What you have to do: For the data below, work out how many lines include the string "halo" and report only the number.

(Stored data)
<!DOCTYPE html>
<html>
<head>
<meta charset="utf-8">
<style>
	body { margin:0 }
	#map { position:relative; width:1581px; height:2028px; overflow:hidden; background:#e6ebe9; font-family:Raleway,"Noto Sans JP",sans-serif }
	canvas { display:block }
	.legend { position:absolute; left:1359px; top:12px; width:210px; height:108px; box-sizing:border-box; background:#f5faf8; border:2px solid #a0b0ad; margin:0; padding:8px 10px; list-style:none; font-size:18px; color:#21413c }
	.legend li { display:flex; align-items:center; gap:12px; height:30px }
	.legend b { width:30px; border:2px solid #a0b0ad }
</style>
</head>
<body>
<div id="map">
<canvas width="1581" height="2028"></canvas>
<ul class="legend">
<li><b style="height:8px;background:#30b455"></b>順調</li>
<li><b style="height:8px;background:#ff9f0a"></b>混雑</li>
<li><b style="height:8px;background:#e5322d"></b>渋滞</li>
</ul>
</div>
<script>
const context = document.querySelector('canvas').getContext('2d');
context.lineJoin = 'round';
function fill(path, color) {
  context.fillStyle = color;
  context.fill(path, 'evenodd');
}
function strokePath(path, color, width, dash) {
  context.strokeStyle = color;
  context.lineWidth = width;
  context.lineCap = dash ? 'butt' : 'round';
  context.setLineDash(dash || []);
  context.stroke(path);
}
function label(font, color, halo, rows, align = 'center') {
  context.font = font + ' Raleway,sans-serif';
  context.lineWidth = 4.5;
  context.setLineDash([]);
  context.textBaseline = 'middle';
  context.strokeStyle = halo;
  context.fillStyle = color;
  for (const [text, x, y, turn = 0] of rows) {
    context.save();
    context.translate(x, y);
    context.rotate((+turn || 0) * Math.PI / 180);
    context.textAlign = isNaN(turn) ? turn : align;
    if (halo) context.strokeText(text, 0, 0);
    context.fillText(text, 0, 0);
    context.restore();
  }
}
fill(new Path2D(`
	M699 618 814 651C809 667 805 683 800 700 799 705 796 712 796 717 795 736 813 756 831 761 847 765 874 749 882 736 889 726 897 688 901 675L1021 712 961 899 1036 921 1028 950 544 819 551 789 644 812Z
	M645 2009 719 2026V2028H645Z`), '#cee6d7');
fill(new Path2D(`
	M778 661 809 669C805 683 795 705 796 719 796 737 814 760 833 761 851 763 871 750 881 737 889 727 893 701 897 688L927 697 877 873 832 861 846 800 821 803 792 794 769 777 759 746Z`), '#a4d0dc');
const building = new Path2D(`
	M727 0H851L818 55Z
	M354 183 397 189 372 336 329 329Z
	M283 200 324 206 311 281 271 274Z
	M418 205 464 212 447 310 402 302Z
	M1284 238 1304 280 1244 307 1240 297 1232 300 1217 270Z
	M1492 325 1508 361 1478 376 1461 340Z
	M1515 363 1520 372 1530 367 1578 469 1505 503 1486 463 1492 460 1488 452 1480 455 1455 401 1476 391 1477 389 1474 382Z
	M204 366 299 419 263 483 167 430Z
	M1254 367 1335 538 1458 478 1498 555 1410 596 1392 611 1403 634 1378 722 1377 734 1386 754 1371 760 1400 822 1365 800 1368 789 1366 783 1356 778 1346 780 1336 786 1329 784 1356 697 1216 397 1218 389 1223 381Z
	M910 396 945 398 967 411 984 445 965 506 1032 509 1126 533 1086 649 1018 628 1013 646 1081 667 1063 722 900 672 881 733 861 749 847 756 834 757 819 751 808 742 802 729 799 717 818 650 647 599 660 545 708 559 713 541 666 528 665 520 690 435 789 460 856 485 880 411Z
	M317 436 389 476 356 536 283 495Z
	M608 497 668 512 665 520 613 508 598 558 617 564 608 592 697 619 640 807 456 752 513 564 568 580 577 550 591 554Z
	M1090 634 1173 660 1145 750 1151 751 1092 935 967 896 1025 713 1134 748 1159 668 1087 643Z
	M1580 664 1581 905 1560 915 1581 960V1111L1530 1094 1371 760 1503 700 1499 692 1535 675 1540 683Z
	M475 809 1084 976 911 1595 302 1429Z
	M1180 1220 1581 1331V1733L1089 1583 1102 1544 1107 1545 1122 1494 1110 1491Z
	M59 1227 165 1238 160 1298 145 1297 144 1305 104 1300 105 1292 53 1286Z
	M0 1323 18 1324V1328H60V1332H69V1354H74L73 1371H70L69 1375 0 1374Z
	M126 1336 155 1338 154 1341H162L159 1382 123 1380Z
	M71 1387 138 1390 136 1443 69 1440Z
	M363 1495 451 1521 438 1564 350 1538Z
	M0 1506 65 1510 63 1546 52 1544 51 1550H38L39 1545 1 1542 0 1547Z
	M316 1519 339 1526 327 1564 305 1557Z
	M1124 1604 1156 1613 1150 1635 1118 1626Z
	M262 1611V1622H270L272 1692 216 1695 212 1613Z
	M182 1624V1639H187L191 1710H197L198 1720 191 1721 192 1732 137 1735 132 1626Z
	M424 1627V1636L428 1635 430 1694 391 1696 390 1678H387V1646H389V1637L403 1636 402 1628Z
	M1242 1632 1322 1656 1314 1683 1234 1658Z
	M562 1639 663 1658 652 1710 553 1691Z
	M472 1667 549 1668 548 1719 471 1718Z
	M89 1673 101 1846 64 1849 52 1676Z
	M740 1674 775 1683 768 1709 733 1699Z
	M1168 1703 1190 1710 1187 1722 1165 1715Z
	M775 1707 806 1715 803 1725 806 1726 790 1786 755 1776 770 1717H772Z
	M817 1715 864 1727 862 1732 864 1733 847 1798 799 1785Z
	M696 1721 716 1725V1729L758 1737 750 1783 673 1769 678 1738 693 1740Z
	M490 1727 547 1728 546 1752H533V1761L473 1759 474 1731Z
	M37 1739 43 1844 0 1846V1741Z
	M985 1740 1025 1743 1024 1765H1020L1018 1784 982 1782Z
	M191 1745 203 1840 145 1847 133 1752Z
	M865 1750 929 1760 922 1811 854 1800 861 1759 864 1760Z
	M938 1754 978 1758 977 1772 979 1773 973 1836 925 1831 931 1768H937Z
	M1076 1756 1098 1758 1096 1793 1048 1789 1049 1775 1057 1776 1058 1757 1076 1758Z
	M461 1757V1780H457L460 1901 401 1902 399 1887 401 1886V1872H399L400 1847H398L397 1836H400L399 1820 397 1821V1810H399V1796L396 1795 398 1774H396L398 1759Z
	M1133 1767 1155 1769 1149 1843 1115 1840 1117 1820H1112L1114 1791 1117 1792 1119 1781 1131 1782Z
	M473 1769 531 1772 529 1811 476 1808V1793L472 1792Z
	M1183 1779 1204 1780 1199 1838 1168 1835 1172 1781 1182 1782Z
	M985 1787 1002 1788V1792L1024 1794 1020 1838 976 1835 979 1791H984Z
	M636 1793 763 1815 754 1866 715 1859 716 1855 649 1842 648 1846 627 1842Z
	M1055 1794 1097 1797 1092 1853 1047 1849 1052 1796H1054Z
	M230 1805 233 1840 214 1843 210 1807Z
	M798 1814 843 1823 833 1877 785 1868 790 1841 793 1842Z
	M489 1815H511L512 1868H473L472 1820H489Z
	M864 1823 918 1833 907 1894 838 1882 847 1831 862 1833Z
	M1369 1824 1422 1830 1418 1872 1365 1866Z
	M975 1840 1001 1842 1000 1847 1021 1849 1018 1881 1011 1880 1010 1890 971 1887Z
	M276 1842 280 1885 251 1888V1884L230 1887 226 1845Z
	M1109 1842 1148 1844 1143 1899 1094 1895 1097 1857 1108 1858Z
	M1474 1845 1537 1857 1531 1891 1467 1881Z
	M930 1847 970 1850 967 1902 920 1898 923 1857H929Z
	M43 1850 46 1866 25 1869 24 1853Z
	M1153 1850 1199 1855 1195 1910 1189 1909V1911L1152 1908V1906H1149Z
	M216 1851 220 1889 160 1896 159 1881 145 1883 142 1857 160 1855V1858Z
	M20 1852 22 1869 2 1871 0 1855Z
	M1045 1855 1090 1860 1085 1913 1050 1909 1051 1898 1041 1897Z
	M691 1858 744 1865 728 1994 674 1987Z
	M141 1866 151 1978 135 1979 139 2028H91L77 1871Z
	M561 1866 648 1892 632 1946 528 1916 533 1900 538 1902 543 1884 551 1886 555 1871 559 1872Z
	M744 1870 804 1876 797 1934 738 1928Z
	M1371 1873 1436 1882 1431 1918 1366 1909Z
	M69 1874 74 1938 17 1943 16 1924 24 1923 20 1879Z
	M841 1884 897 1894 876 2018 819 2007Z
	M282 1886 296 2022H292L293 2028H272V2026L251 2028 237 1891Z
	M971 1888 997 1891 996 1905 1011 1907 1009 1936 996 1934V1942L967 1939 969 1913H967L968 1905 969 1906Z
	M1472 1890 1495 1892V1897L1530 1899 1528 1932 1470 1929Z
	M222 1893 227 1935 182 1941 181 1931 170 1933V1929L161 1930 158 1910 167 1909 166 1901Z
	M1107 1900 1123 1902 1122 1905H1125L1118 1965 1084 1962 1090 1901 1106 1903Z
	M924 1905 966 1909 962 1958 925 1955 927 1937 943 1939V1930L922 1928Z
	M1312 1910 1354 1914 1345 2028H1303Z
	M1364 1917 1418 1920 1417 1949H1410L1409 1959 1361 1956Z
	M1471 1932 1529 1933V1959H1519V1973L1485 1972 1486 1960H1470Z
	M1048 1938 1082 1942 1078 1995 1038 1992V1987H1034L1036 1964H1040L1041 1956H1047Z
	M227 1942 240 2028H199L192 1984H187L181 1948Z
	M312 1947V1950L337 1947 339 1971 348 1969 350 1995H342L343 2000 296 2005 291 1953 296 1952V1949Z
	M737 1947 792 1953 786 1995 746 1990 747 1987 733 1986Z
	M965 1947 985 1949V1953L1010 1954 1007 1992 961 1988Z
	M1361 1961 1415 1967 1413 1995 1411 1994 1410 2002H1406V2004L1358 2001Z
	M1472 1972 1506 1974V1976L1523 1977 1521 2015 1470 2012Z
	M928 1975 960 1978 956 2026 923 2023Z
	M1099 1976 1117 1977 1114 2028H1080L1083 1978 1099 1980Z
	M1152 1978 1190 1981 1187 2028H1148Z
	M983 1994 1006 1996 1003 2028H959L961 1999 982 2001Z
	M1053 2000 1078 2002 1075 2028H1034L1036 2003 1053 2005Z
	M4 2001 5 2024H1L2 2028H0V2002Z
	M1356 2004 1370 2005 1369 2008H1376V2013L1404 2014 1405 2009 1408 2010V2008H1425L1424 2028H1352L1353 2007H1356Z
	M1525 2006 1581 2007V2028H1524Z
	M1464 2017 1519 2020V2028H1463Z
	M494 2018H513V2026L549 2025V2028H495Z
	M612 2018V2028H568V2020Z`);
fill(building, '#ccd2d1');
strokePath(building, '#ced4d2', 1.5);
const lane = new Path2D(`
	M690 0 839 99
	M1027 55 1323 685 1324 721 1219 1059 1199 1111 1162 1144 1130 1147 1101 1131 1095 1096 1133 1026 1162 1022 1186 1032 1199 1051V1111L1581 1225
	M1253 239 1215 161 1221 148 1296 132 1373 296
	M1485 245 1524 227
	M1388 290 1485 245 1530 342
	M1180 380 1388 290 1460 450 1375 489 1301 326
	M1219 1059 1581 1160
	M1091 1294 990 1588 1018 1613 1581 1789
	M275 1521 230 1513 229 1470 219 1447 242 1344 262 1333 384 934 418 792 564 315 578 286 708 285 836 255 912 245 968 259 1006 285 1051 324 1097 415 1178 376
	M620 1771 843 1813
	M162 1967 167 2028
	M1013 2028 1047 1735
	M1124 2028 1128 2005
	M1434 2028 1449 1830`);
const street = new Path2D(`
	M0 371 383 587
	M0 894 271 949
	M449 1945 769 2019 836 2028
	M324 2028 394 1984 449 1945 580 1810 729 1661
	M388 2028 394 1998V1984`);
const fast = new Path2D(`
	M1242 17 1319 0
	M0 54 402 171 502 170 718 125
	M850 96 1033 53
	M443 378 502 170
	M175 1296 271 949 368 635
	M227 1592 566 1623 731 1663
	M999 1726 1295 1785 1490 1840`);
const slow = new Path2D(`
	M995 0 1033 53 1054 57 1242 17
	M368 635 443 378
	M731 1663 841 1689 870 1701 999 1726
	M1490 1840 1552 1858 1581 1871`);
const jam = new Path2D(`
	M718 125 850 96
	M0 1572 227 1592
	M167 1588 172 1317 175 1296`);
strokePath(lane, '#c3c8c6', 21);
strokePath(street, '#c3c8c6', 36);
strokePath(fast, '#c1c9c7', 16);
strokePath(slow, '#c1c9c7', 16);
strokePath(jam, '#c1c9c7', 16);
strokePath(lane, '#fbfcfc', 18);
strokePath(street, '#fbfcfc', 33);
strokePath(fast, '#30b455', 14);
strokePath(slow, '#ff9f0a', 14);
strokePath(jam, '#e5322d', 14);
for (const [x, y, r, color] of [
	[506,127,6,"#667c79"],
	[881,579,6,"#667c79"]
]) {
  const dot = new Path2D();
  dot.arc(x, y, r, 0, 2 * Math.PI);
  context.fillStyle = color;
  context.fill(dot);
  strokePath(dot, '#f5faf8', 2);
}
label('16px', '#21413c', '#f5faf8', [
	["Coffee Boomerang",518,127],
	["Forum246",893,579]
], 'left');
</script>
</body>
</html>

Result: 3